= Greg Butler (visual effects supervisor) =

American visual effects supervisor

Gregory S. Butler (born August 18, 1971, Suffield, Connecticut) is an Academy Award-winning American visual effects supervisor. He graduated from Suffield High School in 1989 and afterwards entered Hampshire College. Despite his initial plans to study history, a work-study job with the audiovisual equipment in the library made him interested in film production. Butler graduated in 1993 with a major in film, television and theater design. Afterwards he moved to California to work for Industrial Light and Magic for 9 months, where after intern work he managed to become an assistant in the effects department, starting with assistant credits in The Mask and Forrest Gump. Following a job at Rocket Science Games until the company's bankruptcy in 1996, Butler went to Tippett Studio and did effects work in Starship Troopers and My Favorite Martian, rising up to a technical director job, and Cinesite for Practical Magic. While reluctant at the requirement of moving to New Zealand, Butler was convinced by his writer-actor brother to jump at the opportunity of working for Weta Digital in The Lord of the Rings.
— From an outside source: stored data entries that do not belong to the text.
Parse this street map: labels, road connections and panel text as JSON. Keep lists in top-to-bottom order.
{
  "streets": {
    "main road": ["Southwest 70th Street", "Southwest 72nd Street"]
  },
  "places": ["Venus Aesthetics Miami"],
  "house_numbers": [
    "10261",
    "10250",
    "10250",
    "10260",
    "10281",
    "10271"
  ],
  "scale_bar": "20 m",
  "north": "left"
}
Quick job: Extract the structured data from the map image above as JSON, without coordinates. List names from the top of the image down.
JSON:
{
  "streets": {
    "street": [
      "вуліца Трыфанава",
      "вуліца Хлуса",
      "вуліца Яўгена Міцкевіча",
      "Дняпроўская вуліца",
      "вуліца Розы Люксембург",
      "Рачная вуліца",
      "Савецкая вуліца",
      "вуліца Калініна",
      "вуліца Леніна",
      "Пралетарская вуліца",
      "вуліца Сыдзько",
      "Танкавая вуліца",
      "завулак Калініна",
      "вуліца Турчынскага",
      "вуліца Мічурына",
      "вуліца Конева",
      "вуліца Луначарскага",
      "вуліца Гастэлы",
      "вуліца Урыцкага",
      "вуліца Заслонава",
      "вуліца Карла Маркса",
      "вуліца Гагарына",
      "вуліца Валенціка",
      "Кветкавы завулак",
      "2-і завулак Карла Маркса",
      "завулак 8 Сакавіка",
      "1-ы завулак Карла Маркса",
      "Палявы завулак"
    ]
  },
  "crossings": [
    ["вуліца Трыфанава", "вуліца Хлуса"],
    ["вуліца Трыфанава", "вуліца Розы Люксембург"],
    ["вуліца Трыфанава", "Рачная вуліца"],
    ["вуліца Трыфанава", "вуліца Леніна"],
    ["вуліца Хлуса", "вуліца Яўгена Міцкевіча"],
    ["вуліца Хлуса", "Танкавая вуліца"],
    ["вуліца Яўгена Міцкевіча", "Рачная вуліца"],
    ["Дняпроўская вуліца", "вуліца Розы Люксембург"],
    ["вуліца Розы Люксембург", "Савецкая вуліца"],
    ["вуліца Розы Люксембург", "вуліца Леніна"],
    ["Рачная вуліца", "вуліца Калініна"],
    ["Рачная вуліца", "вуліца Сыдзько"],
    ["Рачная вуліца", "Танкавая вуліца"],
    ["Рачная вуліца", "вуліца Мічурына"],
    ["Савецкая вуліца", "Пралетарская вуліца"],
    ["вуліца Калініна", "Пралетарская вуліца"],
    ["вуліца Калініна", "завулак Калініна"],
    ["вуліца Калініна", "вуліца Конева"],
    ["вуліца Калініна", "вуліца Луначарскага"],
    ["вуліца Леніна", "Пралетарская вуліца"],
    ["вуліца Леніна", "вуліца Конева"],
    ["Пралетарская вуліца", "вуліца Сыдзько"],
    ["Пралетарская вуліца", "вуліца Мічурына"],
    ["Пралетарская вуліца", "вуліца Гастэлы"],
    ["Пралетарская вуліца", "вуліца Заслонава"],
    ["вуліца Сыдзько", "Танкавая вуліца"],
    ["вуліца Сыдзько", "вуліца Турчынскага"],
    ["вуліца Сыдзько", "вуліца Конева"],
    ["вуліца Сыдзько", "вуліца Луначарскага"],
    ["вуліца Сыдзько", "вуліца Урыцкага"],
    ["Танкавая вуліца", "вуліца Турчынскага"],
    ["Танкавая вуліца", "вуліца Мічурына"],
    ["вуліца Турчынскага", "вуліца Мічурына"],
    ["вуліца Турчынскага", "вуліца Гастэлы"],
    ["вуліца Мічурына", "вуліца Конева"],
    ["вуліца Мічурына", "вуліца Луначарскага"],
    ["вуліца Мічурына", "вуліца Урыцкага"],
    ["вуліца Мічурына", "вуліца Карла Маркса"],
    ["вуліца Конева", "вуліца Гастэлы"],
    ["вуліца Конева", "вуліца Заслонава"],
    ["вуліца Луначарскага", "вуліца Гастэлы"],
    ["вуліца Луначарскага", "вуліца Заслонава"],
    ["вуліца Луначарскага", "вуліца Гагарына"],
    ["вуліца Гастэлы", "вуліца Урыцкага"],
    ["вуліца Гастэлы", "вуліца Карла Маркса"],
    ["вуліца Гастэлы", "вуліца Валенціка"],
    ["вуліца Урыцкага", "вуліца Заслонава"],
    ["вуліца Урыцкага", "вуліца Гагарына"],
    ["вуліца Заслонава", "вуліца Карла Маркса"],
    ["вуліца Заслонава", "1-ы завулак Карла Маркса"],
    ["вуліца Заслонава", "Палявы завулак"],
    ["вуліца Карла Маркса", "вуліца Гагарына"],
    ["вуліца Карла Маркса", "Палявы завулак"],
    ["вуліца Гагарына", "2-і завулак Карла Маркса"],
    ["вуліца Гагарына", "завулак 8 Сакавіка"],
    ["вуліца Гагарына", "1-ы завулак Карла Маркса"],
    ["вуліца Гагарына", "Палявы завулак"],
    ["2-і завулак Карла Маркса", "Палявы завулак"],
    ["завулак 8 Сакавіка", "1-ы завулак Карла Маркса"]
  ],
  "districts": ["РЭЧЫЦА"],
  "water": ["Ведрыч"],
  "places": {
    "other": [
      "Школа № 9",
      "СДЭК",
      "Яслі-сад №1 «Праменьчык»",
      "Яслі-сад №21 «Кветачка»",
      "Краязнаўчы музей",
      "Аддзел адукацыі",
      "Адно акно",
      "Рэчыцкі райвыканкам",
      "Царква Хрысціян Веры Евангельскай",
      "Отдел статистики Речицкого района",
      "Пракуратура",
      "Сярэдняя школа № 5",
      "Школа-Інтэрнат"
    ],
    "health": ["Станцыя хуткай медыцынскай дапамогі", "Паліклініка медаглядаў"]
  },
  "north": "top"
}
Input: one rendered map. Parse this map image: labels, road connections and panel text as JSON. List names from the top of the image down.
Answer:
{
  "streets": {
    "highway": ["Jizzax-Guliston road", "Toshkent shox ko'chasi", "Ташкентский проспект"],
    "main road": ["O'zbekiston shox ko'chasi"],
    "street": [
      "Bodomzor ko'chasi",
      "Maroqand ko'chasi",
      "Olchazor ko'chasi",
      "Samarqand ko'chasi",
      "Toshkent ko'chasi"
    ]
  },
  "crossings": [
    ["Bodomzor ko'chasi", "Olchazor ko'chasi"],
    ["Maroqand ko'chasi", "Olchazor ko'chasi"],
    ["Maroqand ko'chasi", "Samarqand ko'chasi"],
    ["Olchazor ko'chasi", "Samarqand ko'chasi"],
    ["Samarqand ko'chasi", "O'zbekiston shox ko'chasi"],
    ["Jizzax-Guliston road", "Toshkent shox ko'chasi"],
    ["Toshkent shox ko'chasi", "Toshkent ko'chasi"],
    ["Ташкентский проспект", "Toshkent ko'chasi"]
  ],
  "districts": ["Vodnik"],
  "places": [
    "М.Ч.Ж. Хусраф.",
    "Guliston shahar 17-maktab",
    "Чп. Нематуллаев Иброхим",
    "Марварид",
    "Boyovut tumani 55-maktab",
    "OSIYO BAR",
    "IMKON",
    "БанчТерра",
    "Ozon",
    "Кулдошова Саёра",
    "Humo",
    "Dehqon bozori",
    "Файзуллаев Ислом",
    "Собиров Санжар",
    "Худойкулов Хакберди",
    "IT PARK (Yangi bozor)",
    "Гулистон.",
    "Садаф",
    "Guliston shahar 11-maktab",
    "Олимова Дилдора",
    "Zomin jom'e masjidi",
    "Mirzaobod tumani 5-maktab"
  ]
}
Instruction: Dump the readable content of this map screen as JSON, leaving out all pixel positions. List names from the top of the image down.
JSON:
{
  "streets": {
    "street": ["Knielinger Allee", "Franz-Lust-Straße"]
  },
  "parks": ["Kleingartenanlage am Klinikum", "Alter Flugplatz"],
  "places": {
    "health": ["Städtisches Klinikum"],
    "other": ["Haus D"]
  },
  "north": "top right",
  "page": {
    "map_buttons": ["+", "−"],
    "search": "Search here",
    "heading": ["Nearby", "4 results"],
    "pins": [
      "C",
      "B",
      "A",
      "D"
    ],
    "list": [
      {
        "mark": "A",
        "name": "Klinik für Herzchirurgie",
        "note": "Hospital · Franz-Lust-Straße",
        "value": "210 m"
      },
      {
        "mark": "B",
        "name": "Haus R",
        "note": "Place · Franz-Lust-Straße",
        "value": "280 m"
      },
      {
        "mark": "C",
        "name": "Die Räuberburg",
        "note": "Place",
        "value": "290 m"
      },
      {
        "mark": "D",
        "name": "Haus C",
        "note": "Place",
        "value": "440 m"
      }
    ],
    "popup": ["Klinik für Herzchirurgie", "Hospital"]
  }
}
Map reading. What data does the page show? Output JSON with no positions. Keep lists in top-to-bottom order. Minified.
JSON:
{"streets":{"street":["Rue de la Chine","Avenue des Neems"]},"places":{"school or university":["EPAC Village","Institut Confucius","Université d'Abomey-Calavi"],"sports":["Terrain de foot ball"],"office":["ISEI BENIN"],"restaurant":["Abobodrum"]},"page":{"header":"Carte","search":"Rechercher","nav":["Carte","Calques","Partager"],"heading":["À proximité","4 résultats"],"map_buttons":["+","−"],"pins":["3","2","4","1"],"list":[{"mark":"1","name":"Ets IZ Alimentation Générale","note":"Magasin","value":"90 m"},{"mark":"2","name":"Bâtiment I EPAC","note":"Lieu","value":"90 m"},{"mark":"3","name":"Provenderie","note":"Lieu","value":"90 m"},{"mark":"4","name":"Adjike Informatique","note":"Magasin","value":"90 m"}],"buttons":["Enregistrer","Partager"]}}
Among his achievements was working on the creation of Gollum. for which he was awarded a Visual Effects Society Award.

Butler also worked as a computer graphics supervisor on I, Robot before an invitation to work as an effects supervisor for the Moving Picture Company, in London. He later moved to MPC's, Vancouver office. On January 24, 2012, he won a BAFTA and was nominated for an Oscar for Harry Potter and the Deathly Hallows – Part 2.

He became a member of the Academy Of Motion Picture Arts and Sciences in 2012.

In 2020, he received his second BAFTA win and Academy Award nomination, and first win, for Best Visual Effects, for the 2019 film, 1917, at the 92nd Academy Awards.

After leaving MPC, he spent time working for Method Studios, where he worked as a VFX supervisor on feature, episodic, and advertising projects, including The Lord of the Rings: The Rings of Power for Amazon.

In June 2022 he began working for VFX and animation studio DNEG.